[Saved entries]
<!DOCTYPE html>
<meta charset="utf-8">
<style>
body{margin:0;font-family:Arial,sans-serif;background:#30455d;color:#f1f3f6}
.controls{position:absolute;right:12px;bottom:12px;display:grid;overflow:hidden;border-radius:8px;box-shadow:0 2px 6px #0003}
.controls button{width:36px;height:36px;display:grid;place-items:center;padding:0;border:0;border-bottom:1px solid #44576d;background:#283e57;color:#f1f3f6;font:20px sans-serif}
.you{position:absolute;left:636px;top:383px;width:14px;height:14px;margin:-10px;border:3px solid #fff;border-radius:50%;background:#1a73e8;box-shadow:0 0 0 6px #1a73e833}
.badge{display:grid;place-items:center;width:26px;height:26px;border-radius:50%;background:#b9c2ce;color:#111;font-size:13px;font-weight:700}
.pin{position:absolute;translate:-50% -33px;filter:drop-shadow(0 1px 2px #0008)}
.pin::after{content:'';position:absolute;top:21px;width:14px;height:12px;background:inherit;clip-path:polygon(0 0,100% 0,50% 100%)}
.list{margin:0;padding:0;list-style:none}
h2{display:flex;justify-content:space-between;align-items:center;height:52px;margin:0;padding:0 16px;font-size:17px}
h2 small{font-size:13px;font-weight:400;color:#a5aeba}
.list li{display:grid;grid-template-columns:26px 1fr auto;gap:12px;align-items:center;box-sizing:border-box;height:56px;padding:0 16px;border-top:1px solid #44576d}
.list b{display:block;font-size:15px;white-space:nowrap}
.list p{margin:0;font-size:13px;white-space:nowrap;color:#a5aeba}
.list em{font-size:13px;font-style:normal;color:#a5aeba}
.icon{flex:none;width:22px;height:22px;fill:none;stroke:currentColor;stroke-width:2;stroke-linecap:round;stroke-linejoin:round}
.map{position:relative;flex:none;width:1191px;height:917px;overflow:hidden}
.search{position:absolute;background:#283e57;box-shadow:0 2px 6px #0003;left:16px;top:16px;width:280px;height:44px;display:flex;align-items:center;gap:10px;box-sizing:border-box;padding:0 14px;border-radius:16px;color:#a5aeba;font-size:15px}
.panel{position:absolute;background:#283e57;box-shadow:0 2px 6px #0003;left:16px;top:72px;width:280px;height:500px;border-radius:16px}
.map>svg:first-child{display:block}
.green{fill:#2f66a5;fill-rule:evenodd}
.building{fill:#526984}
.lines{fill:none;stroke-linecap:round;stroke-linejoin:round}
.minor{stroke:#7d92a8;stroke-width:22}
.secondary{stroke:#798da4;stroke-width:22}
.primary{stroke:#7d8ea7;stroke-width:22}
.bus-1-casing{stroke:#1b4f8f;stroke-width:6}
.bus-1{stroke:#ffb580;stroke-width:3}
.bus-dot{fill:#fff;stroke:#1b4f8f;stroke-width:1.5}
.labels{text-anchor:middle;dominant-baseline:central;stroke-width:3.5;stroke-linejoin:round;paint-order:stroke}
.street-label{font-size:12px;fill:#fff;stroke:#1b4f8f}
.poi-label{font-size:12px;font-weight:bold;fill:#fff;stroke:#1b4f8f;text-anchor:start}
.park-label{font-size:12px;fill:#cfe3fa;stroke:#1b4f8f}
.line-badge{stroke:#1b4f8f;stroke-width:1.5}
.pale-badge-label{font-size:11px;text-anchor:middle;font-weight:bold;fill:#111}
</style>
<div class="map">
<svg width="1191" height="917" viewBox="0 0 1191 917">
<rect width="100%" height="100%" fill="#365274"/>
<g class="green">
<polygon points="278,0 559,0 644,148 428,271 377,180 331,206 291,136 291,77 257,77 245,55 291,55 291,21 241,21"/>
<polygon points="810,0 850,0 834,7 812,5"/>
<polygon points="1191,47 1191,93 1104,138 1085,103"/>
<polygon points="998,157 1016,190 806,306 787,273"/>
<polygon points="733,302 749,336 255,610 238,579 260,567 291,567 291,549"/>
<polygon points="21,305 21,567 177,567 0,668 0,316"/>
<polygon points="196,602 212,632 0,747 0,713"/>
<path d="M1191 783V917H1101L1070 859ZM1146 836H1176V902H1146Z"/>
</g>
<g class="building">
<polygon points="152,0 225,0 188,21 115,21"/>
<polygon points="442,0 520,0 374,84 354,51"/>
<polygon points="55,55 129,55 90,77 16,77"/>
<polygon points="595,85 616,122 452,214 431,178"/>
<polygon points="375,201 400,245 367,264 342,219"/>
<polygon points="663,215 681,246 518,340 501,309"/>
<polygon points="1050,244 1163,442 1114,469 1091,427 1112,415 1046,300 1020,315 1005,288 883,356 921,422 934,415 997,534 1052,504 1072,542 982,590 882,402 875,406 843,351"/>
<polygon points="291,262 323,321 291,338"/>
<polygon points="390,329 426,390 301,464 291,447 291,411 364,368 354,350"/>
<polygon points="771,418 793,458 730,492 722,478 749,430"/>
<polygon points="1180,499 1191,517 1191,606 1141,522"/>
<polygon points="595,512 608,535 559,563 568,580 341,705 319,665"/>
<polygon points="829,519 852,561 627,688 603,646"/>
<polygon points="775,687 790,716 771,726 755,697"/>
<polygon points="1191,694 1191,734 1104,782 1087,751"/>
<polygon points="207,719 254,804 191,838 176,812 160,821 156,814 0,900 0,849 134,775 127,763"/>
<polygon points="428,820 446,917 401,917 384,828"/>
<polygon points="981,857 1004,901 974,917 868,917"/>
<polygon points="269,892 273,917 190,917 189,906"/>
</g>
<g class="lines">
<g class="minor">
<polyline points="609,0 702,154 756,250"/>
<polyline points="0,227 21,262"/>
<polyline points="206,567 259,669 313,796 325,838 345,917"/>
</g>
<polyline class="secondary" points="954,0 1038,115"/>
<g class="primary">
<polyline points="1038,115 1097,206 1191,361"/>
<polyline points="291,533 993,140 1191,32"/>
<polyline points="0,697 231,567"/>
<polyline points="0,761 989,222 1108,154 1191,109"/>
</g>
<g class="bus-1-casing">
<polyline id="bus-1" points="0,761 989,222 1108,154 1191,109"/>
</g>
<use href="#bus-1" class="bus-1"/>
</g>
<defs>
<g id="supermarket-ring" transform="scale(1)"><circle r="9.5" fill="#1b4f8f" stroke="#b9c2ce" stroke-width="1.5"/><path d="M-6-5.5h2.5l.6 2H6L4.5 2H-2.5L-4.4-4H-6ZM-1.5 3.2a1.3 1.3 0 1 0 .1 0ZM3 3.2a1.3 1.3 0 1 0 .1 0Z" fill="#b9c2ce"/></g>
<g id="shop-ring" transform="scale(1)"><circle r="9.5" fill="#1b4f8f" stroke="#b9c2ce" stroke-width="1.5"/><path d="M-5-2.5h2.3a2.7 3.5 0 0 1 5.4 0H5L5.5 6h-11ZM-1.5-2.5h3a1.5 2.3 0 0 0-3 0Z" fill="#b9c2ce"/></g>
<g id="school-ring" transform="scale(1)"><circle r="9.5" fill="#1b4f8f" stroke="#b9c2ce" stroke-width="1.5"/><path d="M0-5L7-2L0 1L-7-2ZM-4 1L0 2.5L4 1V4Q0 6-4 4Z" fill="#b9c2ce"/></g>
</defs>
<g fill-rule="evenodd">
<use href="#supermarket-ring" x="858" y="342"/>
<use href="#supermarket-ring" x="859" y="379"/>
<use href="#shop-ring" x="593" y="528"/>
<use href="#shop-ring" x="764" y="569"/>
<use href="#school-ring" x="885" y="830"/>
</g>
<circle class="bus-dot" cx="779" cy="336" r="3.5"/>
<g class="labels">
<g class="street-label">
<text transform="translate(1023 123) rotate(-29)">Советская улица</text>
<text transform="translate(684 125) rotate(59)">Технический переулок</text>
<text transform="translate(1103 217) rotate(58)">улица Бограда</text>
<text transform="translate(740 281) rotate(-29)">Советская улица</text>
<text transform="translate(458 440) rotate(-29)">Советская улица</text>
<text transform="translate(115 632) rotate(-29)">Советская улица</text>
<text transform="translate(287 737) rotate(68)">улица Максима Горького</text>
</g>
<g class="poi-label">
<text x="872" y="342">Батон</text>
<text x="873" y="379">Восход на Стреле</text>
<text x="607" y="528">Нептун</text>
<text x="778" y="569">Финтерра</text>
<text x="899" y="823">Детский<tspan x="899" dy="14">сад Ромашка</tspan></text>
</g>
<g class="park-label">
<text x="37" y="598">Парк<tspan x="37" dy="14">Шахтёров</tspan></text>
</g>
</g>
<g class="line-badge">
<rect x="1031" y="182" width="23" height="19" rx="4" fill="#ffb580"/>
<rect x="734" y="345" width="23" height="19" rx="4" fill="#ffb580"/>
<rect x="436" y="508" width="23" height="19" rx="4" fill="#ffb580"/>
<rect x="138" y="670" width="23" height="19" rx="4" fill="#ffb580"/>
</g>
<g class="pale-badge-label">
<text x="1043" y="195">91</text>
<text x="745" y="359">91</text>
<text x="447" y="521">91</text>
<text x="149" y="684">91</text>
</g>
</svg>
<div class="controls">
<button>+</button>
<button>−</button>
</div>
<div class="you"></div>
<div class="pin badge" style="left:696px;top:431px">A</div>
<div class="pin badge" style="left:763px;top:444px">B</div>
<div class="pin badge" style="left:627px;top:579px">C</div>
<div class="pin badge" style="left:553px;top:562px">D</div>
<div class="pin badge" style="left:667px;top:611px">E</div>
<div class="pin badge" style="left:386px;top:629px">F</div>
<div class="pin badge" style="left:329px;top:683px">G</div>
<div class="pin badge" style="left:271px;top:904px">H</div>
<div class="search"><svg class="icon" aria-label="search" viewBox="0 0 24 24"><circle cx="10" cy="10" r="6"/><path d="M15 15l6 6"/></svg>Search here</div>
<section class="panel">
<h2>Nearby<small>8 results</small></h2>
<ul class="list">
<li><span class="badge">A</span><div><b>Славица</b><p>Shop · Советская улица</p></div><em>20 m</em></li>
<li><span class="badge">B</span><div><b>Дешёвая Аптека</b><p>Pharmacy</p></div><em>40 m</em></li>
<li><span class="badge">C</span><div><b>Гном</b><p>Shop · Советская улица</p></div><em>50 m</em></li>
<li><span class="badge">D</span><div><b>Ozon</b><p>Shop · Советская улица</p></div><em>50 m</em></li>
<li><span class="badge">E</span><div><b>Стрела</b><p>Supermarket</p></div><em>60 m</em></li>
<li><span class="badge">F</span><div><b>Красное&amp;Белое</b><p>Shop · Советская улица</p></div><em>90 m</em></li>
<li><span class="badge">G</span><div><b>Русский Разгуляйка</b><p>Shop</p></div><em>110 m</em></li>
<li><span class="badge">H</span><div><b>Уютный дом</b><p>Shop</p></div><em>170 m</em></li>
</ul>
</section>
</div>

...

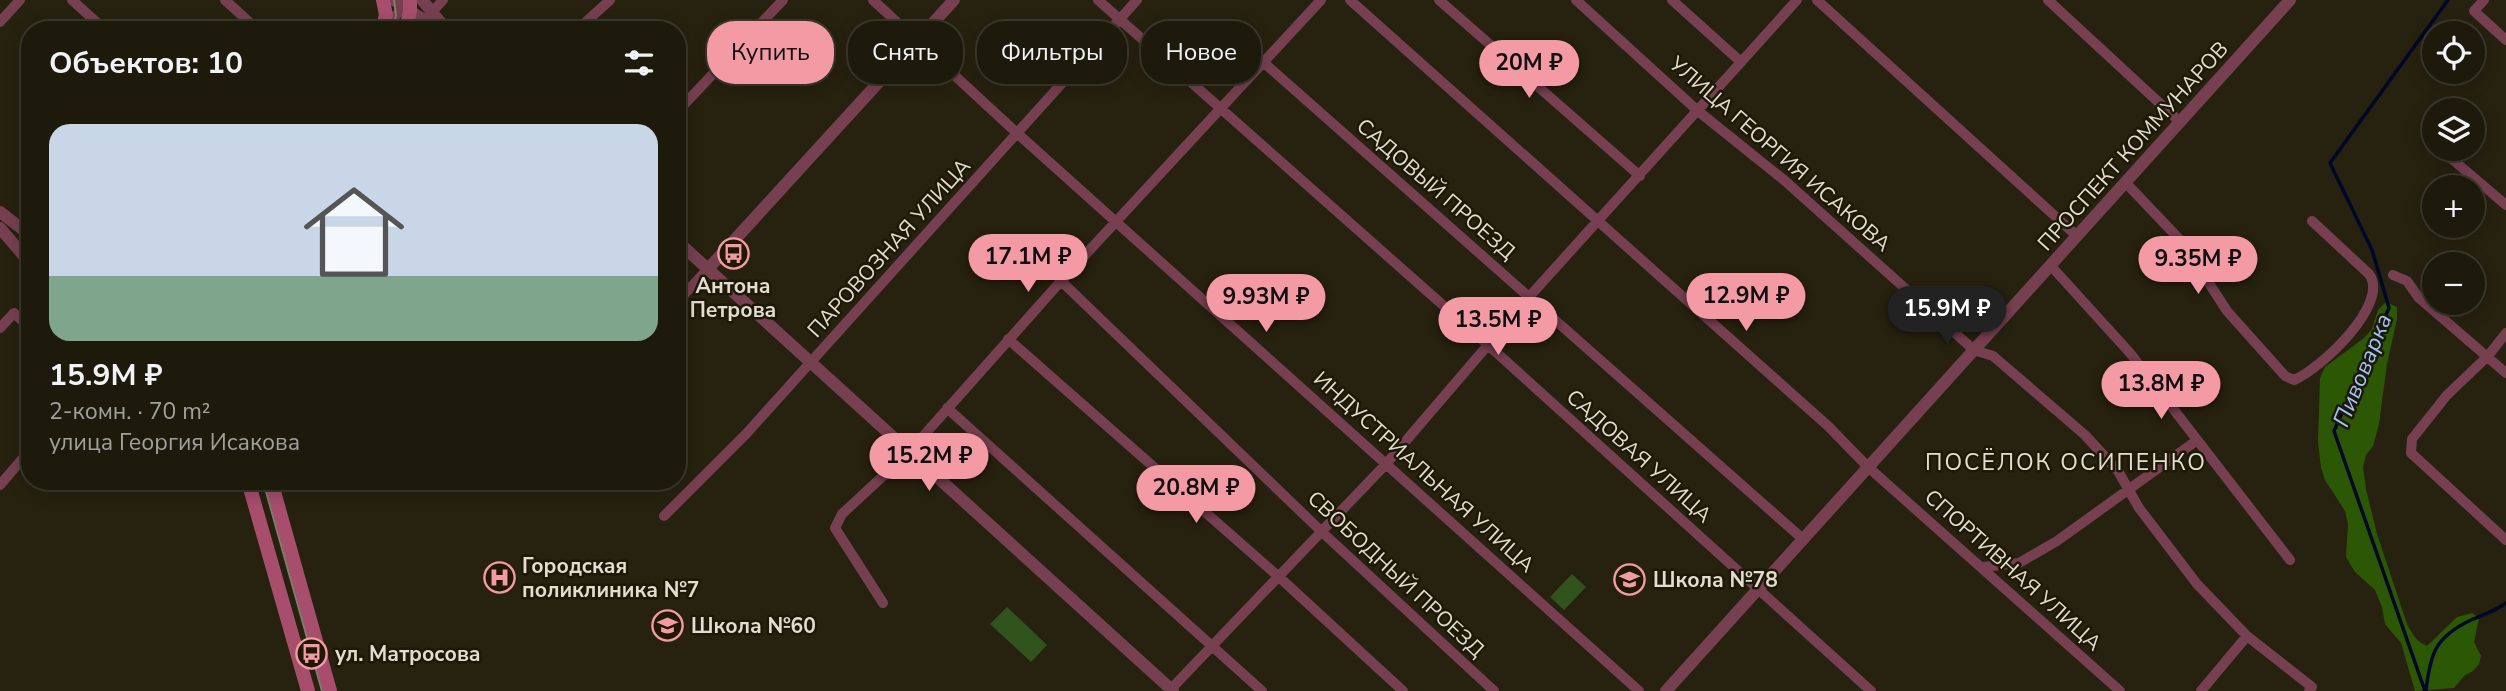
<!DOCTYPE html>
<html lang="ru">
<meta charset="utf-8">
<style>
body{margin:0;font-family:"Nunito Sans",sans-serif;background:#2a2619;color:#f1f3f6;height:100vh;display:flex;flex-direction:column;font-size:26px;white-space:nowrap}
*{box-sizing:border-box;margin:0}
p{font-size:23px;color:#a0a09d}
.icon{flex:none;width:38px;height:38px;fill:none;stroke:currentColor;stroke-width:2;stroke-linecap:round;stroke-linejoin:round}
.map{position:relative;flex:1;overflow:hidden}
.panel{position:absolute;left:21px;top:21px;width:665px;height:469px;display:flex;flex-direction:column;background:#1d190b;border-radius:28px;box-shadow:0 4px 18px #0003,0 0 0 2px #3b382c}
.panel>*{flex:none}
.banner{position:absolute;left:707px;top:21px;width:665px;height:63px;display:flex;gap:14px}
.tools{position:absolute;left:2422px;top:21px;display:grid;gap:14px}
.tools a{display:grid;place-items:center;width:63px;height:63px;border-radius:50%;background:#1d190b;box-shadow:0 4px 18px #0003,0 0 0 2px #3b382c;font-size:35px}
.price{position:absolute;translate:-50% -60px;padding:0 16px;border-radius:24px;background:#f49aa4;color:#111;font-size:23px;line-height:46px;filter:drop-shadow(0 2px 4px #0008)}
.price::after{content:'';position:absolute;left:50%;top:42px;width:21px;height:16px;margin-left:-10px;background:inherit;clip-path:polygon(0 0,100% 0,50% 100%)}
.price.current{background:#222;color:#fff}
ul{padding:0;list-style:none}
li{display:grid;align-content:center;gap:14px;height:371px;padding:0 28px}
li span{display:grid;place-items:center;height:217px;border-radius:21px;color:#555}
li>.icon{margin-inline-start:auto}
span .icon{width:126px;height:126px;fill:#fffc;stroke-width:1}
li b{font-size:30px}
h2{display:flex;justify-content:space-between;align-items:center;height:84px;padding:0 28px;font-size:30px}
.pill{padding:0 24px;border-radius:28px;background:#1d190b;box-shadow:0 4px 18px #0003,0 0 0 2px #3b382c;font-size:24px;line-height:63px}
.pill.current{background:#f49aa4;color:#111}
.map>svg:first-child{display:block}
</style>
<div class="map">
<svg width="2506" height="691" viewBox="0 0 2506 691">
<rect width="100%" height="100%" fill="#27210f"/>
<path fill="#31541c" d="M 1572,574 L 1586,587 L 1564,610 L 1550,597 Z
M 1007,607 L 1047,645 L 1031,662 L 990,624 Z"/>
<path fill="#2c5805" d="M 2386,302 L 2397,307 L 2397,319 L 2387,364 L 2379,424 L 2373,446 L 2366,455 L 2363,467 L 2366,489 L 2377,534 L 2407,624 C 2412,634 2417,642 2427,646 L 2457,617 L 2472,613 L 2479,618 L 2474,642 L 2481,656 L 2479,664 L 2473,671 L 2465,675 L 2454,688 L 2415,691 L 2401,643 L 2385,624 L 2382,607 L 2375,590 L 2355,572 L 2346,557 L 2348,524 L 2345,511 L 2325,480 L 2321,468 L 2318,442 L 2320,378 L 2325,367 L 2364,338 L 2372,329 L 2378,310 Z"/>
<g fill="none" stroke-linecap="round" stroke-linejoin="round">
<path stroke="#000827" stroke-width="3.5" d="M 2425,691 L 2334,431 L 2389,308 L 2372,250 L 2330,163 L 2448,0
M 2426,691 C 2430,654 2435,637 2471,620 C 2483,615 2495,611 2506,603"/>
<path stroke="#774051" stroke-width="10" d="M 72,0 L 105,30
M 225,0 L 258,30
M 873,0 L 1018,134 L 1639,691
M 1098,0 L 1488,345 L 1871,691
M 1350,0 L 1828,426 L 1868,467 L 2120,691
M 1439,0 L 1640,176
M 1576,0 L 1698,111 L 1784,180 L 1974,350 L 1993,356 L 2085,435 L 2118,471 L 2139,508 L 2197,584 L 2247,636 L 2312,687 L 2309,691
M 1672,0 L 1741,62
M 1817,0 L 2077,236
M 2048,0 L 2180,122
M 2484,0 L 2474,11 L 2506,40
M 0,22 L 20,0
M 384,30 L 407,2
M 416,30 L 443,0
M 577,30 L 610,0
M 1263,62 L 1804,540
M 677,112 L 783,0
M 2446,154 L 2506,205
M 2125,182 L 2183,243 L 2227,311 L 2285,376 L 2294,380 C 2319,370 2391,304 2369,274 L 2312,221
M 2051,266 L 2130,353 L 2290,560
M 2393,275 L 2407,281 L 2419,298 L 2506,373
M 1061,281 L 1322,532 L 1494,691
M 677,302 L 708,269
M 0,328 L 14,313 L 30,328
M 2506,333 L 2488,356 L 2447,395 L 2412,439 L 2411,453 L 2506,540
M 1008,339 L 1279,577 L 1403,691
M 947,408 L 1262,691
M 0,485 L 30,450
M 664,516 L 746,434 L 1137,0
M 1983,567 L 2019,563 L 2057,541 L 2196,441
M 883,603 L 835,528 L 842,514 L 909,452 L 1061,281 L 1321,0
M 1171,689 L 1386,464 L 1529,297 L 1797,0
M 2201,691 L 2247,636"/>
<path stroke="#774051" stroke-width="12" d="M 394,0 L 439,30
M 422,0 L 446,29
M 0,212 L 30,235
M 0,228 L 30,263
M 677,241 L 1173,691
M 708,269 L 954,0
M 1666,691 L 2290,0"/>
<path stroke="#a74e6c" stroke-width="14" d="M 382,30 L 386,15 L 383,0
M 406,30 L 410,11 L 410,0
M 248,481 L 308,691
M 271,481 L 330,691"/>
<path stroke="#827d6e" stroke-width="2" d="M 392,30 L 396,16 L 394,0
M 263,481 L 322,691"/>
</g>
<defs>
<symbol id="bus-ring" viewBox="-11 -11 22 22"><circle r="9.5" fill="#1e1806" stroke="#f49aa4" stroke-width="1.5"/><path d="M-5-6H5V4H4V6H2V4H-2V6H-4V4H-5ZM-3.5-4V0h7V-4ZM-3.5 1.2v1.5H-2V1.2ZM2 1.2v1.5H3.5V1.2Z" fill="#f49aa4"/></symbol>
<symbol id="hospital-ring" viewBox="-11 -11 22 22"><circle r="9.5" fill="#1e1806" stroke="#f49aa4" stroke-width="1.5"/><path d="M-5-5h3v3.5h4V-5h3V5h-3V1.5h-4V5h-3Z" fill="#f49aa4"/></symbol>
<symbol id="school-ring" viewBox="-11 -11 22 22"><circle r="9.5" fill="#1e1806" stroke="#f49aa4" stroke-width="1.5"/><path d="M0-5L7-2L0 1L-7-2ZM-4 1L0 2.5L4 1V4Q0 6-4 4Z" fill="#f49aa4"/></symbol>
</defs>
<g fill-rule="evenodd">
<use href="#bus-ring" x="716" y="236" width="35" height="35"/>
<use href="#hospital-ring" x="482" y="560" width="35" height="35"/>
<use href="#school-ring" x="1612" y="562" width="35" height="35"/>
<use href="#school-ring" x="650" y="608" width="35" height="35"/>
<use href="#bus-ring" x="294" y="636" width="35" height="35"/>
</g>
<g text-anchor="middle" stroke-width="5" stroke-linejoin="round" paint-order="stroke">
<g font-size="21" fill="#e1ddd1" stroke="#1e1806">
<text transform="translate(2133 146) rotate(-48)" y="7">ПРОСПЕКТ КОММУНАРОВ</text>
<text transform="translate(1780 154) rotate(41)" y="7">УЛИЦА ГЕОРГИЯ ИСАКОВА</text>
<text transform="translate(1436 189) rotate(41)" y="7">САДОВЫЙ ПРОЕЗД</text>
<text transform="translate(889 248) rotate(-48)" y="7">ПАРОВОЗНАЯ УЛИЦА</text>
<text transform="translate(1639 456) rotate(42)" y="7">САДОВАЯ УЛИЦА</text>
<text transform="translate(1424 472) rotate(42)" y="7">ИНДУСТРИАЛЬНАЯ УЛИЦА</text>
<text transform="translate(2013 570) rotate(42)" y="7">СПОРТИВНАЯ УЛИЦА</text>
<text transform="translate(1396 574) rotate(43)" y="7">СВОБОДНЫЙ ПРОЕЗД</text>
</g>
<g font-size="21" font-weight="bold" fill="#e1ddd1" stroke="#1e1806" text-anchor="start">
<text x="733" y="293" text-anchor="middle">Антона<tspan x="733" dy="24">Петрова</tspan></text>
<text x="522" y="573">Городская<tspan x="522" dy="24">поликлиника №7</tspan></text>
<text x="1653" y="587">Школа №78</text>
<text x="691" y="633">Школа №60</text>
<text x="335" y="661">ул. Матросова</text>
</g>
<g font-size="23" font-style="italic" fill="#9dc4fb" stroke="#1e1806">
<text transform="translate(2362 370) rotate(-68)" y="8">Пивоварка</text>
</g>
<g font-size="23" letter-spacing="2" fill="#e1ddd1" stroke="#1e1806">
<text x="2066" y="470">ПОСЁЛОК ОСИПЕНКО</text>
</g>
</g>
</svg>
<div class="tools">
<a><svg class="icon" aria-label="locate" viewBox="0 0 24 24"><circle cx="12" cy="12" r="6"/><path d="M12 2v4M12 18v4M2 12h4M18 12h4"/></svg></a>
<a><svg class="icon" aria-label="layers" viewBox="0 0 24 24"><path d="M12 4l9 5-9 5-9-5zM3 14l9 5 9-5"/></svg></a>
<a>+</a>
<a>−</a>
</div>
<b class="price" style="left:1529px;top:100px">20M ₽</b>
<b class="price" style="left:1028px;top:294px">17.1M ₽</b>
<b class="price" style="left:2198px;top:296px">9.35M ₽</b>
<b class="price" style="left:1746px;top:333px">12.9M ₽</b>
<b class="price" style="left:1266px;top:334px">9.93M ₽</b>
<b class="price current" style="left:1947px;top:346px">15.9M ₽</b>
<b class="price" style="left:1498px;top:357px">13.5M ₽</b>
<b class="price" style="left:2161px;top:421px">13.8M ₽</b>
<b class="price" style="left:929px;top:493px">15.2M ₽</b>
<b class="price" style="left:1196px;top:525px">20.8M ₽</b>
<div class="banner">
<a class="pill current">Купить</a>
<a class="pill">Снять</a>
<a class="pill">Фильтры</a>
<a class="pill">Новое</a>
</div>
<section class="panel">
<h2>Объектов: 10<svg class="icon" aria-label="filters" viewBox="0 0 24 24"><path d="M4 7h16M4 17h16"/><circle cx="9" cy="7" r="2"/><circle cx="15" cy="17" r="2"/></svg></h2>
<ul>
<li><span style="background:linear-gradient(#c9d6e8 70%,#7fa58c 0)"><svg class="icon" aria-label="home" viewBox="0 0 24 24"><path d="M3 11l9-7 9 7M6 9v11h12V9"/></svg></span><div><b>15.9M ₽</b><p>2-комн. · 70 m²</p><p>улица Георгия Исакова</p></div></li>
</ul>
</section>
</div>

● ABOUT THIS TASK: From the entries above, extract every line where the word "lines" appears.

● RESPONSE AREA:
.lines{fill:none;stroke-linecap:round;stroke-linejoin:round}
<g class="lines">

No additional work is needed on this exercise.